How do I use the Kafka-Kinesis-Connector to connect to my Amazon MSK cluster?

4 minute read

When I try to use the Kafka-Kinesis-Connector to connect with Amazon Managed Streaming for Apache Kafka (Amazon MSK), I receive an error message.

Short description

Prerequisites:

You have an active AWS subscription.
You have a virtual private cloud (VPC) that's visible to both the client machine and MSK cluster.
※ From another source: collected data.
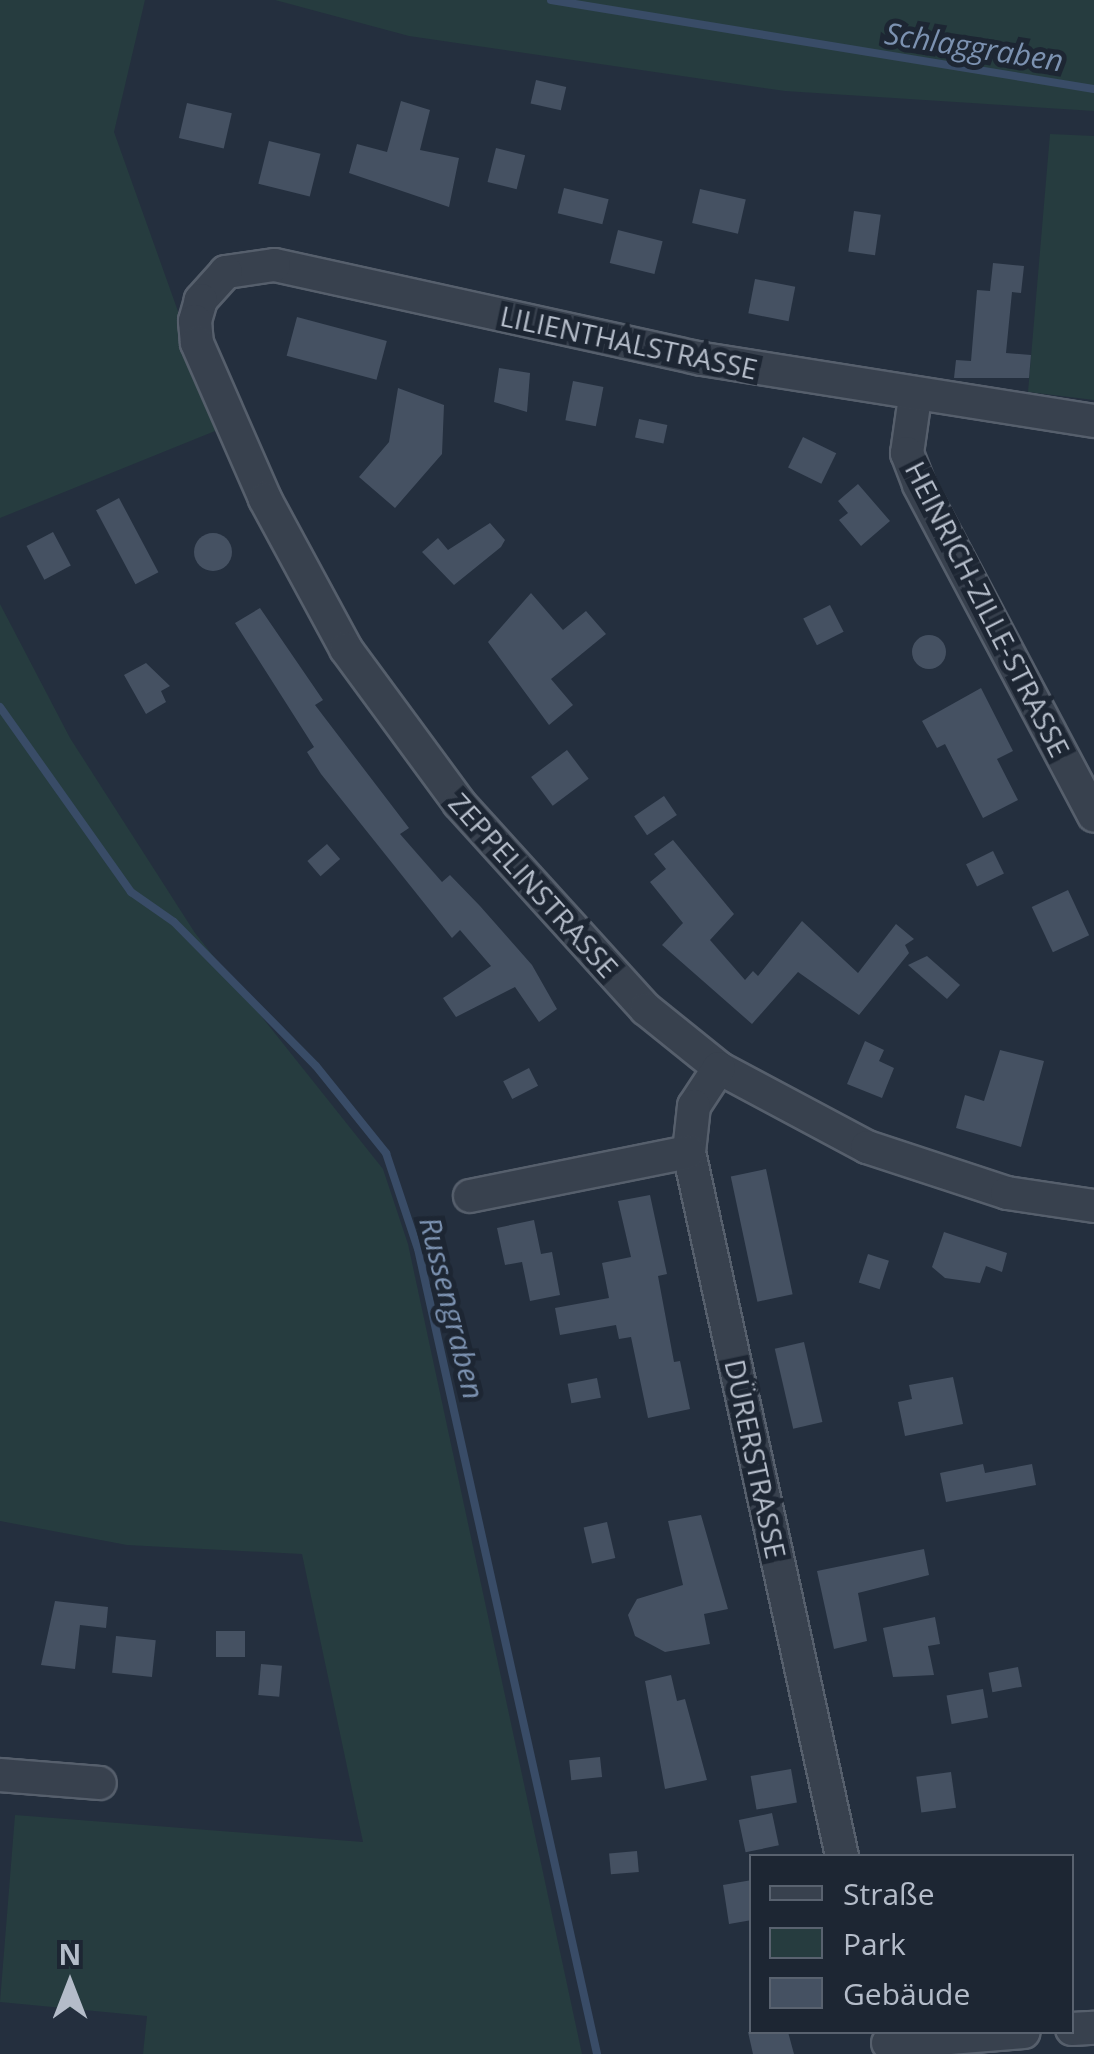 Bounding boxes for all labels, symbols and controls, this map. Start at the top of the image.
water label: Schlaggraben [882,15,1066,79]
street label: LILIENTHALSTRASSE [497,298,761,386]
street label: HEINRICH-ZILLE-STRASSE [899,456,1077,762]
street label: ZEPPELINSTRASSE [442,786,626,984]
water label: Russengraben [412,1213,492,1403]
street label: DÜRERSTRASSE [718,1356,794,1562]
legend [749,1854,1074,2034]
text: Straße [843,1873,935,1914]
text: Park [843,1923,906,1964]
north arrow [20,1934,120,2034]
text: N [59,1935,81,1973]
text: Gebäude [843,1973,970,2014] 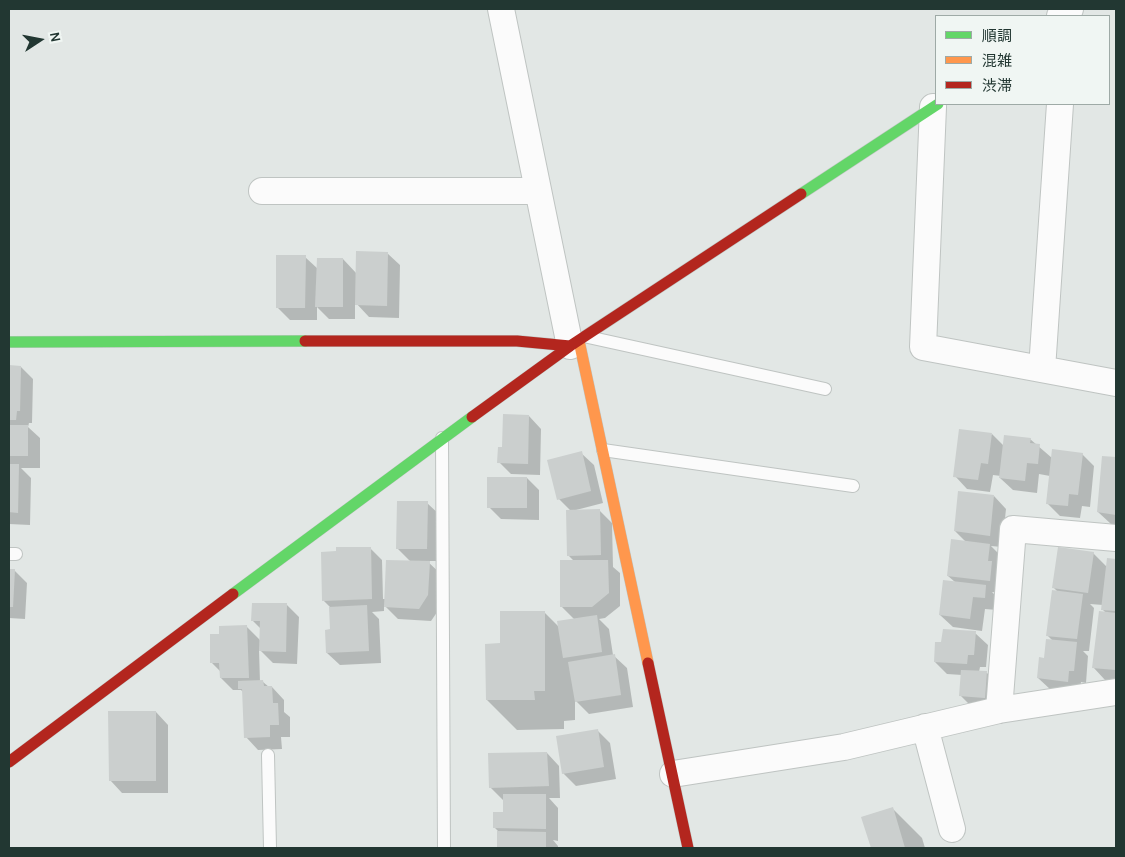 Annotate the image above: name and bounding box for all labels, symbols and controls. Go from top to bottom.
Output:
north arrow [15,15,65,65]
legend [935,15,1110,105]
text: 順調 [982,27,1012,45]
text: N [46,30,65,44]
text: 混雑 [982,52,1012,70]
text: 渋滞 [982,77,1012,95] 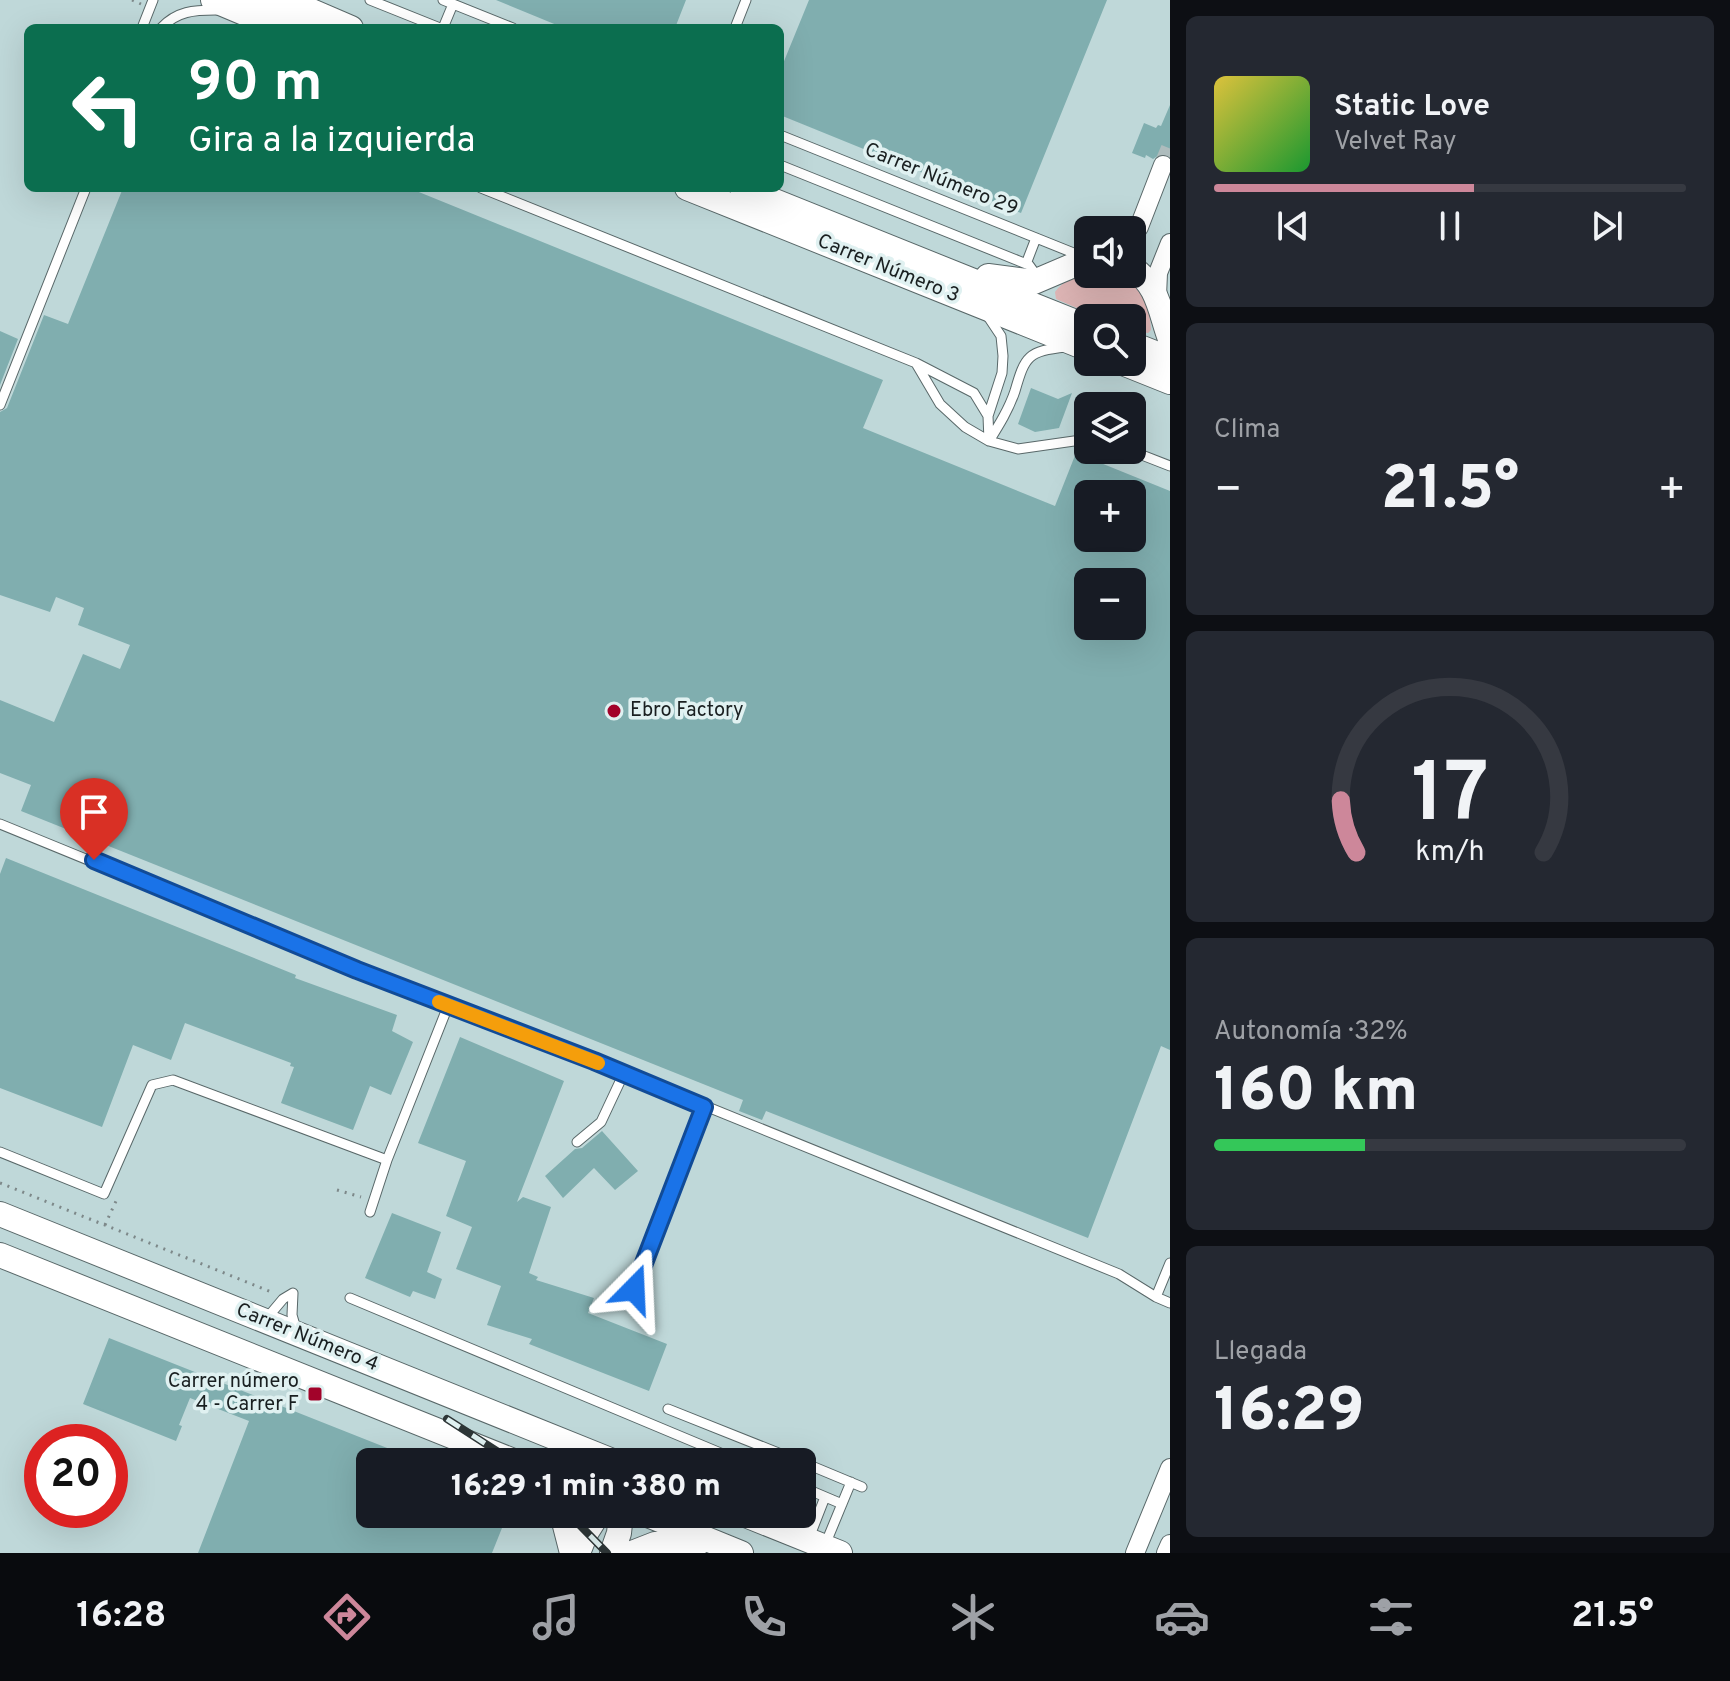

The MSK cluster and client must reside in the same VPC.
You have connectivity to Amazon MSK and Apache Zookeeper servers.
There are two subnets associated with your VPC.
You created topics in MSK to send and receive messages from the server.

Resolution

Build your project file

To download the Kafka-Kinesis-Connector, clone the kafka-kinesis-connector project from the GitHub website.

To build the amazon-kinesis-kafka-connector-X.X.X.jar file in the target directory, run the mvn package command:

[ec2-user@ip-10-0-0-71 kinesis-kafka-connector]$ mvn package..
......

[INFO] Replacing /home/ec2-user/kafka-kinesis-connector/kafka-kinesis-connector/target/amazon-kinesis-kafka-connector-0.0.9-SNAPSHOT.jar with /home/ec2-user/kafka-kinesis-connector/kafka-kinesis-connector/target/amazon-kinesis-kafka-connector-0.0.9-SNAPSHOT-shaded.jar
[INFO] ------------------------------------------------------------------------
[INFO] BUILD SUCCESS
[INFO] ------------------------------------------------------------------------
[INFO] Total time: 28.822 s
[INFO] Finished at: 2020-02-19T13:01:31Z[INFO] Final Memory: 26M/66M
[INFO] ------------------------------------------------------------------------

The Kafka-Kinesis-Connector looks for credentials in the following order: environment variables, java system properties, and the credentials profile file.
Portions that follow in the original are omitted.